When modern society was being shaped, my understanding is that the broad masses were on board. On the train. “Activists” were all of us, or at least enough of us. But maybe it was called something else back then. People were unionized, politically active, or involved in building society in other ways. Today, the majority sit at home in front of the endless offerings of streaming services. Going to the community center and actually “doing something” is perceived, at least in my circles, as something very niche. “How do you have the energy? Do you really think anything can change?” Those who benefit from the status quo are probably quite pleased that the word “activist” has gained such a negative connotation today. Well done there. But what do we want, if not active citizens?

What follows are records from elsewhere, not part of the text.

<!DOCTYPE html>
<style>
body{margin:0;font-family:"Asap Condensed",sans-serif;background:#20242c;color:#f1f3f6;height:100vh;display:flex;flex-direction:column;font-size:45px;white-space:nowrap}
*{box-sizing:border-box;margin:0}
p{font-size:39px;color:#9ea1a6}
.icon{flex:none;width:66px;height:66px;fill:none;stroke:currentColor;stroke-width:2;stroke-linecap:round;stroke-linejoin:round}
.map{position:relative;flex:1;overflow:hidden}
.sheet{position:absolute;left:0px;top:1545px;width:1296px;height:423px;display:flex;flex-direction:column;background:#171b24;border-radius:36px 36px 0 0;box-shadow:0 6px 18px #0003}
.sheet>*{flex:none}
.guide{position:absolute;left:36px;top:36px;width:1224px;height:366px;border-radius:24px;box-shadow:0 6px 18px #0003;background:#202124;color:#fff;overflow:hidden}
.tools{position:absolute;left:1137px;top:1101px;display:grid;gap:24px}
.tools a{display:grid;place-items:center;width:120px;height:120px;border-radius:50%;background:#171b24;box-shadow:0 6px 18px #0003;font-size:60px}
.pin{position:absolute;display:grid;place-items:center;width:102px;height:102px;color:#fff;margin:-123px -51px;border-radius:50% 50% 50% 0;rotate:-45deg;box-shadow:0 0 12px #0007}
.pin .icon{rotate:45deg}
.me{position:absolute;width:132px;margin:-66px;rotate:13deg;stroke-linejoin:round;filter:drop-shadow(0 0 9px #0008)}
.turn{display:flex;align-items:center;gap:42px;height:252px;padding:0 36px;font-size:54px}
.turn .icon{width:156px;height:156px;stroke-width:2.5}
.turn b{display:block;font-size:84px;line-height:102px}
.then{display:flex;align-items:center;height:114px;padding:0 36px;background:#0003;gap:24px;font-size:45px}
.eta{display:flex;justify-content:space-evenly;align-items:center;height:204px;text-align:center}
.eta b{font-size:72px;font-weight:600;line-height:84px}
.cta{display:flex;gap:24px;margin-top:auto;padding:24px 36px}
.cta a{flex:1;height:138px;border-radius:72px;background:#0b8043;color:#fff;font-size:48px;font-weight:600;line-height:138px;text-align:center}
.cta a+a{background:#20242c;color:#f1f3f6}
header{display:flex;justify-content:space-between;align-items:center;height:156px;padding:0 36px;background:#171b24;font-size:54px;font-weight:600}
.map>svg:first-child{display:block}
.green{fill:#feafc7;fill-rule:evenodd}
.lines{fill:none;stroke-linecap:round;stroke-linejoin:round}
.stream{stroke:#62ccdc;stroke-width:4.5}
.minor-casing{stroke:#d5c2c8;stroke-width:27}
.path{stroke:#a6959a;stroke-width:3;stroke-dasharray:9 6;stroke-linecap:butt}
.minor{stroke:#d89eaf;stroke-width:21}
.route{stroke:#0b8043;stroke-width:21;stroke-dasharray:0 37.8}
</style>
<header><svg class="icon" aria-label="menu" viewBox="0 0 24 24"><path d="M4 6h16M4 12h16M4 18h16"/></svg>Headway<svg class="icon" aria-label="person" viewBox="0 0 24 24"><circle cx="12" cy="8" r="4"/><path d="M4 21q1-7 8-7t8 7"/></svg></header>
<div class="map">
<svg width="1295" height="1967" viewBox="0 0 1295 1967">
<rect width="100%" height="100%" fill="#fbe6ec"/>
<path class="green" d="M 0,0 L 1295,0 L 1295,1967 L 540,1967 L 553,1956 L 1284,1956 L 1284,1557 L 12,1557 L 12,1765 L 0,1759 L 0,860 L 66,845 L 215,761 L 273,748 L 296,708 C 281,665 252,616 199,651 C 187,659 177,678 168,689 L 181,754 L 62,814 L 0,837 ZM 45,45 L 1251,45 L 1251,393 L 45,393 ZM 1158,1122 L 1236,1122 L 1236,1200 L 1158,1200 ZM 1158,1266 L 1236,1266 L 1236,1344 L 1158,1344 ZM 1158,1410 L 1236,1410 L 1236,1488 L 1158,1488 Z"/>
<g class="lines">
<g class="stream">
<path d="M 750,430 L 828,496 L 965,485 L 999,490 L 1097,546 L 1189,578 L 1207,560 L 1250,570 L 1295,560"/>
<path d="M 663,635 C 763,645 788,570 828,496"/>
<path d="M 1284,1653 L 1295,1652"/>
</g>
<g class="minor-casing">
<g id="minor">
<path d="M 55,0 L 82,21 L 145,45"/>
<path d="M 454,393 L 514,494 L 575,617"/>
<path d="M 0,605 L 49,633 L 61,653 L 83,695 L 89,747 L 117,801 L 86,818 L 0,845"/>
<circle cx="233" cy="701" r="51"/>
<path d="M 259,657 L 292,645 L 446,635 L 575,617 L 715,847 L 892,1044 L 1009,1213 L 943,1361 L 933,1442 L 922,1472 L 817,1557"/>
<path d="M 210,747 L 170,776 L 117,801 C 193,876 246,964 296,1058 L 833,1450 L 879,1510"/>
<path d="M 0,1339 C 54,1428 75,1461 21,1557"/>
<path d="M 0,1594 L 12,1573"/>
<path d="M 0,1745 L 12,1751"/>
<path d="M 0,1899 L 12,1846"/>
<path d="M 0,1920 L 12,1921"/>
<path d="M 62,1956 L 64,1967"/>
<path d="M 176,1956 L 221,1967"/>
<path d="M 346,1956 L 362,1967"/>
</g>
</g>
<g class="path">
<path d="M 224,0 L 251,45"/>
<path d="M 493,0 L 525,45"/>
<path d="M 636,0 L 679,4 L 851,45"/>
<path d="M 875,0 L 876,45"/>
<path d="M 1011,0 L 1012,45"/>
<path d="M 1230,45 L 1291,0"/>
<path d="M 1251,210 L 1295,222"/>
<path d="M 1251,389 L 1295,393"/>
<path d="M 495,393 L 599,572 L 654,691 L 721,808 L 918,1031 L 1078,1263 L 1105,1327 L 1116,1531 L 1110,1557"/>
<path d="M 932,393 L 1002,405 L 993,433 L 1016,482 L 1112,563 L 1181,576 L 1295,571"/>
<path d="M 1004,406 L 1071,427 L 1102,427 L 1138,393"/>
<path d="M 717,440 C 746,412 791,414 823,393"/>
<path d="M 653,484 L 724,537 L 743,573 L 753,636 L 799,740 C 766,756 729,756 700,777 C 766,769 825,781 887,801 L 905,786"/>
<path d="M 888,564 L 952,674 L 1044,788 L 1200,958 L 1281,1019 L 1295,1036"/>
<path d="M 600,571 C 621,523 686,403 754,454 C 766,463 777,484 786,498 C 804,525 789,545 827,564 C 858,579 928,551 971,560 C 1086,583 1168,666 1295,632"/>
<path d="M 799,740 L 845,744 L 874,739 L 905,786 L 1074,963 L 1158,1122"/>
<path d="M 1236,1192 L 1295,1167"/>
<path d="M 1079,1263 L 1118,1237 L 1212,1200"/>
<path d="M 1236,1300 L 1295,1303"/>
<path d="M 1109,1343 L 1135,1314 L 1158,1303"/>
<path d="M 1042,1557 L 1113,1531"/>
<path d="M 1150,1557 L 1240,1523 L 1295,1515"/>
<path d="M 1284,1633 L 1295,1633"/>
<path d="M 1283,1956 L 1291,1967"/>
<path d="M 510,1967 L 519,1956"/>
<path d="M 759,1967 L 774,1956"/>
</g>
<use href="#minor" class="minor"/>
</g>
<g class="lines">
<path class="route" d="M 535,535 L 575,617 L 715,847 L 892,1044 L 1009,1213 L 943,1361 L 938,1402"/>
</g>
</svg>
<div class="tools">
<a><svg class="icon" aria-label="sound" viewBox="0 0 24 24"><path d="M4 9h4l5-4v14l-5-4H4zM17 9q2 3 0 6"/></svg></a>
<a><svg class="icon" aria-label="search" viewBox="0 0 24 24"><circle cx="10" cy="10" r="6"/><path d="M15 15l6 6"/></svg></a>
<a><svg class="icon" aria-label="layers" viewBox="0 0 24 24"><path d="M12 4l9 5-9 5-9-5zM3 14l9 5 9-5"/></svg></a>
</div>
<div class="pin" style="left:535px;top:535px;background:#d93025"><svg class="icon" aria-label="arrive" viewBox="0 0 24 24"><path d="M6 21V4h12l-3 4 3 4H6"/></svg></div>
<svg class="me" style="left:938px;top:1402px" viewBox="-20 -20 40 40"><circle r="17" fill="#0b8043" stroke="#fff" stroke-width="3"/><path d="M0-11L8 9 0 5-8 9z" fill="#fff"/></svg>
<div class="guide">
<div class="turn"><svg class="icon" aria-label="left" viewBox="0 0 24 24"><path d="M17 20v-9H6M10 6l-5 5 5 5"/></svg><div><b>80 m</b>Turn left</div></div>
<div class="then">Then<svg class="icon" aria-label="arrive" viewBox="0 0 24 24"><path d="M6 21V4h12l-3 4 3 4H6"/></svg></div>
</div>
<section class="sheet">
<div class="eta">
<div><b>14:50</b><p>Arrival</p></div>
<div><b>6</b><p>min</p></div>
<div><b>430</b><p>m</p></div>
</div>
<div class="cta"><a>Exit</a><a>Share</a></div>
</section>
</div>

The environmental movement’s big problem is that it fails to reach beyond its own bubble. To do so in an era dominated by a constant media flow and a cynical/nihilistic attitude is no easy task. Consider the following:
Moreover, under existing conditions, private capitalists inevitably control, directly or indirectly, the main sources of information (press, radio, education). It is thus extremely difficult, and indeed in most cases quite impossible, for the individual citizen to come to objective conclusions and to make intelligent use of his political rights.
What Albert Einstein wrote in 1949 was probably true then and is definitely true now. We live in a reality where the majority uphold policies for the privileged minority—and the flow of information is a central part of this. Some form of digital and media liberation is needed, both on an individual and collective level, not too dissimilar to the temperance movement that lived symbiotically with the labor movement in the early 1900s. How can you change the world while drinking? How can you change the world while stuck in front of Netflix? We talk a lot about the polarizing effect of social media but hardly at all about the pacifying effect of the media giants.
Okay, since we’re already talking about Albert, I have to throw in another quote:
I believe, indeed, that overemphasis on the purely intellectual attitude, often directed solely to the practical and factual, in our education, has led directly to the impairment of ethical values. I am not thinking so much of the dangers with which technical progress has directly confronted mankind, as of the stifling of mutual human considerations by a “matter-of-fact” habit of thought which has come to lie like a killing frost upon human relations. … The frightful dilemma of the political world situation has much to do with this sin of omission on the part of our civilization. Without “ethical culture,” there is no salvation for humanity.
By the way, his page on Wikiquote is a goldmine.
2. How do we get those already active to stop being fragmented and instead see the common struggle?
There are countless interest groups and organizations fighting for their causes—good causes. But all too rarely, I think, do people look up and see that there are actually certain common denominators in our society causing the problems we are fighting against. My analysis increasingly points to the economic system and the profit-driven paradigm that completely dominates it. It’s no coincidence that we have a climate crisis, international conflicts, exploitation disputes, polarization, overworked public employees, gambling addiction, youth crime—all while we see extreme and accelerating wealth concentration and record-breaking mass consumption. These are natural consequences of the logic that prevails today and has prevailed in recent decades.
So let’s question the logic?
But more on that another time. Time for Friday night coziness in front of Netflix (nah, just kidding. But maybe På Spåret*. After all, it’s Friday).